Market insight in association with
FDA Approves First AI device to detect diabetic retinopathy
On 11 April the US Food and Drug Administration (FDA) announced the marketing approval of the first medical device to use artificial intelligence (AI) to detect more than a mild level of diabetic retinopathy, the most common cause of vision loss among diabetic patients and the leading cause of vision impairment among the US working-age population.
IDx-DR, the device developed by IDx LLC, is able to produce screening decisions without the need for clinician interpretation of retinal images, allowing the device to be used outside specialist centres, such as by primary care physicians.
Not only will this device provide the opportunity to increase the screening rate of diabetic eye disease, which is currently underdiagnosed in the US, but will also reduce the burden to diabetic patients who are presently plagued by multiple, frequent visits to varying doctors and specialists.
This approval decision paves the wave for similar AI devices to enter the market. Dr. Malvina Eydelman, the director of the Division of Ophthalmic, and Ear, Nose and Throat Devices at the FDA’s Center for Devices and Radiological Health, noted in a press release that the agency pledges to “continue to facilitate the availability of safe and effective digital health devices that may improve patient access to needed healthcare.”

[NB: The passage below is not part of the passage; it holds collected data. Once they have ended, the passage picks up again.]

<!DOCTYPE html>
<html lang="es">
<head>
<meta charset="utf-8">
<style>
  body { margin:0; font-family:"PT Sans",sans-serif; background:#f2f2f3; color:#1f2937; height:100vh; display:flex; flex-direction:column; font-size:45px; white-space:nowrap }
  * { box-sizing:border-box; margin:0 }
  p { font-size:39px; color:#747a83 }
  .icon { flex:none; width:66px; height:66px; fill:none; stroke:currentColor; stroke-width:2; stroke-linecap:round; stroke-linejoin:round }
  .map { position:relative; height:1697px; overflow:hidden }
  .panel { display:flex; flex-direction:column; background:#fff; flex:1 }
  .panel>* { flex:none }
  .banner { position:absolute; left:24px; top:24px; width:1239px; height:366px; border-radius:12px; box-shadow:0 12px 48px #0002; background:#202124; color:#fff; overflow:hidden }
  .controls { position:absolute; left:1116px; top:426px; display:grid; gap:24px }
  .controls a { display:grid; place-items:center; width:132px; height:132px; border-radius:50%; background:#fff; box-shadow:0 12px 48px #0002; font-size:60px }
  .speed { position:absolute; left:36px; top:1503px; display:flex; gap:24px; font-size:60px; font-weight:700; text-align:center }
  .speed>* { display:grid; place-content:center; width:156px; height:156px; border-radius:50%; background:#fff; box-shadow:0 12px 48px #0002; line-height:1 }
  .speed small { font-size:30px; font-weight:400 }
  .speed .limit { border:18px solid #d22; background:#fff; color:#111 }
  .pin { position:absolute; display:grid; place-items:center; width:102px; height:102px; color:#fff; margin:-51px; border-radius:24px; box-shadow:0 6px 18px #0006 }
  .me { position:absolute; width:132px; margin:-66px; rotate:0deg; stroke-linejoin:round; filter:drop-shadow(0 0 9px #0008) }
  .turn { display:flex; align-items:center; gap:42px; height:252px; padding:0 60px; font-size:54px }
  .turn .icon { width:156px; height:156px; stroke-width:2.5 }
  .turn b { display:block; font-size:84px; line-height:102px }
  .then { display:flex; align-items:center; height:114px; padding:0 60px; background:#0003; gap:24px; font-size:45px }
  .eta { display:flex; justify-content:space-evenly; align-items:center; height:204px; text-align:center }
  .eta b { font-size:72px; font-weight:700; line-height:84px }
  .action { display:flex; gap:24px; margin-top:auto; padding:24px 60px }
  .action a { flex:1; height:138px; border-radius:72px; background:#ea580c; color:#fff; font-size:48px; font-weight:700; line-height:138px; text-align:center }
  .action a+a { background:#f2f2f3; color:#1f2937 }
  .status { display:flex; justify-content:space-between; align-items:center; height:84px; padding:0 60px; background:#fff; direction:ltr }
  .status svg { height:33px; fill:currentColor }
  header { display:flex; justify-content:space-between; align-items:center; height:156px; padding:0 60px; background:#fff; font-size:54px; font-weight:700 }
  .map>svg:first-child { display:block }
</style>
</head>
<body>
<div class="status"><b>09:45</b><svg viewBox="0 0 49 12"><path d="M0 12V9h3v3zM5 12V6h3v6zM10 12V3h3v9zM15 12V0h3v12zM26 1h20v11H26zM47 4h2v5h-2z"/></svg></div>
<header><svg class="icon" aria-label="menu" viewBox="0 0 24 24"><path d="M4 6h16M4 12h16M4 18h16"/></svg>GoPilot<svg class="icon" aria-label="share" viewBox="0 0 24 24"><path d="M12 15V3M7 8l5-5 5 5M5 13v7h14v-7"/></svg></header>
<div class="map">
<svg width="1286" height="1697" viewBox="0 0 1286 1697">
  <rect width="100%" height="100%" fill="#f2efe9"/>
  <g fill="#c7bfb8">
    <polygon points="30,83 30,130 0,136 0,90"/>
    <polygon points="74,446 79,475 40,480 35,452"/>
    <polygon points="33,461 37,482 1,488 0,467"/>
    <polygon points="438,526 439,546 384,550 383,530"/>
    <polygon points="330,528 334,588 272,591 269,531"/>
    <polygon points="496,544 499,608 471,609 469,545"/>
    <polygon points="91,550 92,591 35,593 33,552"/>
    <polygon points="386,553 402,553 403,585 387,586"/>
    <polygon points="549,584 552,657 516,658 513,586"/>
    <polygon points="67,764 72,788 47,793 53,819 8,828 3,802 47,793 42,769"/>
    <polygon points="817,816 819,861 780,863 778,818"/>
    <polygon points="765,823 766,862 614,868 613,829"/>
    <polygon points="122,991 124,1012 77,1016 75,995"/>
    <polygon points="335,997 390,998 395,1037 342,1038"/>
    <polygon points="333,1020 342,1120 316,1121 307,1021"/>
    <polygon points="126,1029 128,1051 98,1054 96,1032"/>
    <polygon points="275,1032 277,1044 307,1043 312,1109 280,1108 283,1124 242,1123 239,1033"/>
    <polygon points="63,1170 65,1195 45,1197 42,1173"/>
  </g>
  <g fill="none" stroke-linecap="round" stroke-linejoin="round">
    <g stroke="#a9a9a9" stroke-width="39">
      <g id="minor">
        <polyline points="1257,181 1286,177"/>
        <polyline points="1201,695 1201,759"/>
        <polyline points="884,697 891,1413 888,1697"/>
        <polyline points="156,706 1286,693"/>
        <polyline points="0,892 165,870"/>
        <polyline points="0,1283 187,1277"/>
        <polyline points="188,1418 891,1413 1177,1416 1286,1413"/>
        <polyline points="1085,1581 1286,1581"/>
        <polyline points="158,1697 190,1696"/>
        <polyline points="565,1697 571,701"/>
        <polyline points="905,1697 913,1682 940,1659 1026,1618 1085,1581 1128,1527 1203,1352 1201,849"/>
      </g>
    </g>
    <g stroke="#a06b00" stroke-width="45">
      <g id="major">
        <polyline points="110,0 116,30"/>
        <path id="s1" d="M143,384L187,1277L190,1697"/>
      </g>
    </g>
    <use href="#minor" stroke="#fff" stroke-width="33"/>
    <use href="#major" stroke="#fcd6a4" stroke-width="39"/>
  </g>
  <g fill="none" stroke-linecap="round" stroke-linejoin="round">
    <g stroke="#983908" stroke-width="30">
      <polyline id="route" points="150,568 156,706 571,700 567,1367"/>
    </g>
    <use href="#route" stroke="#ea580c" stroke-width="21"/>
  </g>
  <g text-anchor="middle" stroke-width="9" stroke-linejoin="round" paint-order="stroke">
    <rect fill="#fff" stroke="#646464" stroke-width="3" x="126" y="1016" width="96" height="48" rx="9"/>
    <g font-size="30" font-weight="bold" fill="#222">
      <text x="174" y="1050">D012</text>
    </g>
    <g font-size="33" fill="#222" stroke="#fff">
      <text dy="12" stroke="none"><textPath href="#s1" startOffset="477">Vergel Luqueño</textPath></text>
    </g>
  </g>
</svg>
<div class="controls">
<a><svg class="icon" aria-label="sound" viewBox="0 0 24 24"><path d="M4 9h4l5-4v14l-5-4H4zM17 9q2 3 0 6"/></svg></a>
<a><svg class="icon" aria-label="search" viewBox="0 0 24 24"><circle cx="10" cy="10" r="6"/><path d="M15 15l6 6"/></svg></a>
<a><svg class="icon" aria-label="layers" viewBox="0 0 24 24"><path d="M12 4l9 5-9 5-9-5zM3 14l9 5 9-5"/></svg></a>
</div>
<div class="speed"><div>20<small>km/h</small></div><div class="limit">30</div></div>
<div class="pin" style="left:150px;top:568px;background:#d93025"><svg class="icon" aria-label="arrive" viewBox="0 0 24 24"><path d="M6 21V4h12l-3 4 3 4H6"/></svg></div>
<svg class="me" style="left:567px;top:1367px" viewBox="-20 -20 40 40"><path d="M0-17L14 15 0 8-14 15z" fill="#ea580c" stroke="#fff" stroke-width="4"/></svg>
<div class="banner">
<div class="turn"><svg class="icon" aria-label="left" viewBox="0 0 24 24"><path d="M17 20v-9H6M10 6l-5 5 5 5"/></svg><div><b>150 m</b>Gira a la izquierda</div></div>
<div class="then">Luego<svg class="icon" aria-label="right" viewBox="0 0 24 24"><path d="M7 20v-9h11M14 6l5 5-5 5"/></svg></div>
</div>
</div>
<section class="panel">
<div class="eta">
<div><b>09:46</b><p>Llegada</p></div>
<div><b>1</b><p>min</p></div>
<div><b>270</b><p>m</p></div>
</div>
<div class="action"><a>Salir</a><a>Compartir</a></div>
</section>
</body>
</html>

Increasing screening rates for earlier detection of diabetic retinopathy
In a clinical study involving retinal images from more than 900 diabetic patients, IDx-DR was able to correctly diagnose more than mild diabetic retinopathy 87.4% of the time, and was able to correctly diagnose negative for more than mild disease in 89.5% of cases.
Early detection of this disease is fundamental for managing the care of diabetes patients and preventing further vision loss. However, despite this, 50% of diabetic patients fail to see an eye specialist once per year. This device has the potential to dramatically increase the screening rate in these patients, and may help limit both the detrimental impact diabetic retinopathy can have on a patient’s life and the burden that the disease places on the US healthcare system.
This is not the first incident where the potential of AI within diabetes has been realised. An AI network developed by Cardiogram was able to detect individuals at risk of diabetes in a recent study with 85% accuracy, solely through the use of a smartwatch. Clearly, the scope and impact of AI are yet to be comprehended, not only in diabetes but also in how we view and approach healthcare in general.
IDx-DR was granted breakthrough device designation by the FDA, allowing the company to receive intensive interaction and guidance from the FDA during its development, and was reviewed under the De Novo premarket review pathway, a regulatory pathway created by the FDA for novel low-to-moderate-risk devices in spaces where there is no prior, legally marketed device.